The Canadian singer/songwriter and producer returns with his best album to date. Romano uses country music as a basis for his songs, but draws from many sources to make his music contemporary and compelling. Once again this is far removed from the output of Nashville’s Music Row and so much more interesting because of it. Romano is a stylist and presents his music as a concept the he has conceived from writing, producing and performing through to photography and packaging. He is also a distinctive singer who breathes life into these songs of love.
This is love looked at in all it’s aspects from the disenchantment of Old Fires Die to the hope of The One That Got Away (Came Back Today). Strange Faces and All The Way Under the Hill are endowed with weeping pedal steel and twangy guitar. There is a striking vocal intro to There’s a Hardship that is otherworldly, with Romano emoting the word “Mosey” before the song turns into a country lament with piano and accordion. Mosey is a key word here in that it defines his music and attitude. “A study in contrasts” he has called it. It is something that appears on the back of his leather jacket and in other aspects of his presentation and is used to sum up his eclectic approach to his personal take on country and sundry other musical traditions. Taking them and turning them, as he does here, into something very much his own.
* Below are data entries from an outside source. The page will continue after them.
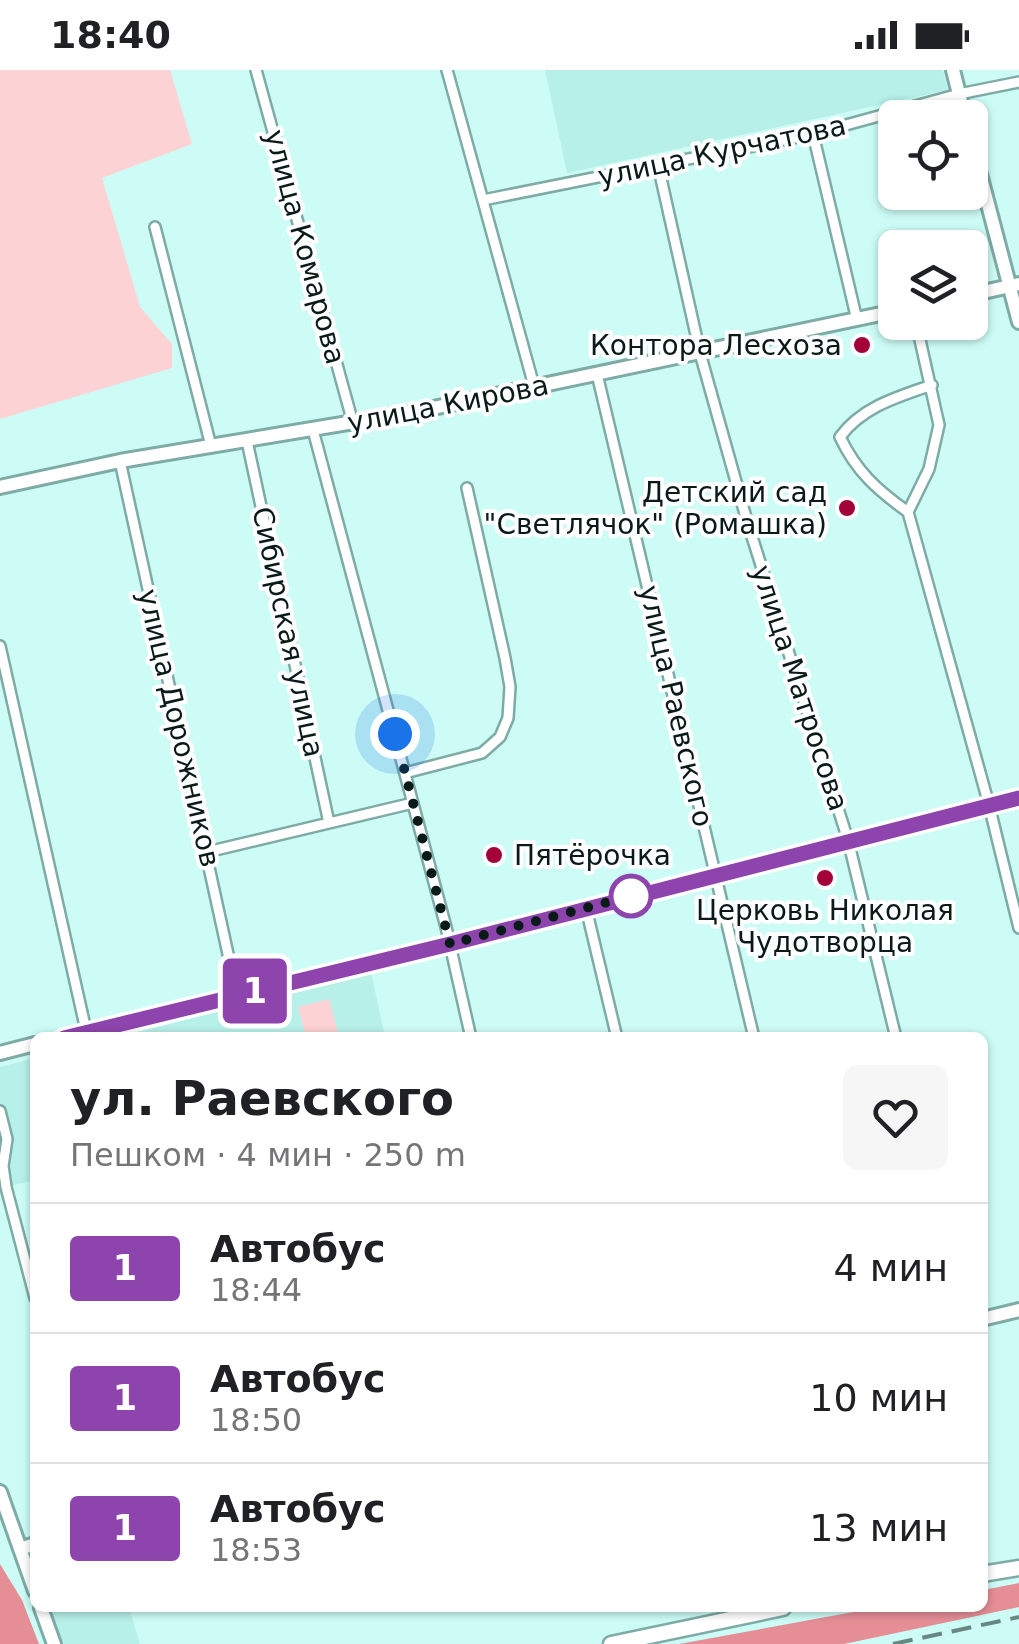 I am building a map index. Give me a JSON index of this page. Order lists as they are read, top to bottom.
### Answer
{
  "streets": {
    "street": [
      "улица Курчатова",
      "улица Комарова",
      "улица Кирова",
      "Сибирская улица",
      "улица Матросова",
      "улица Раевского",
      "улица Дорожников"
    ]
  },
  "crossings": [
    ["улица Курчатова", "улица Матросова"],
    ["улица Комарова", "улица Кирова"],
    ["улица Кирова", "Сибирская улица"],
    ["улица Кирова", "улица Матросова"],
    ["улица Кирова", "улица Раевского"],
    ["улица Кирова", "улица Дорожников"]
  ],
  "places": [
    "Контора Лесхоза",
    "Детский сад \"Светлячок\" (Ромашка)",
    "Пятёрочка",
    "Церковь Николая Чудотворца"
  ],
  "lines": ["bus line 1"],
  "page": {
    "status": "18:40",
    "on_map": "1",
    "heading": ["ул. Раевского", "Пешком · 4 мин · 250 m"],
    "list": [
      {
        "mark": "1",
        "name": "Автобус",
        "note": "18:44",
        "value": "4 мин"
      },
      {
        "mark": "1",
        "name": "Автобус",
        "note": "18:50",
        "value": "10 мин"
      },
      {
        "mark": "1",
        "name": "Автобус",
        "note": "18:53",
        "value": "13 мин"
      }
    ]
  }
}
His skill as a writer is matched by his skill as a producer in bringing these songs to life and in telling the stories that are relevant to an audience who can listen to such crafted music with an open mind. The old-school storytelling of Two Word Joe is done without artifice, telling the story of a two-time loser who can only sum up his feeling in two words. It’s country bed is enhanced by some judicious wah-wah guitar playing. This runs, as do all the songs, straight for one song into the next track and often linked by a short musical interlude that can sound like slipping across the radio dial from a country station to one playing something completely different. The way this is done, however, is pretty seamless and not the least bit incongruous. The final song is introduced by an old timer singing with an acoustic guitar in a what sound like a piece of found music before fading into a gentle and reflective song Let Me Sleep (At The End of a Dream) which is sung with an assured vocal and some smokey pedal steel guitar.
This promo CD comes without any credits, so I’m assuming that all the songs (bar his cover of a lesser know George Jones recording Learning To Do Without Me, written by Dennis Knutson, Buck Moore and Doodle Owens) are originals. Equally the playing throughout is spot on and, without access to credits, I’m also assuming that the music is provided largely by Romano himself with contributions from members of his band The Trilliums. Caitlin Rose is a welcome guest and sings on Strange Faces. In photographs Romano has appeared in a rhinestone suit and in a classic pinstripe suit as well as a cowboy hat and leather jacket. Visually as well as musically he draws on the past and adapts a multitude of sources to create his own music. The end result is pure Romano and the album is another contender for best of the year.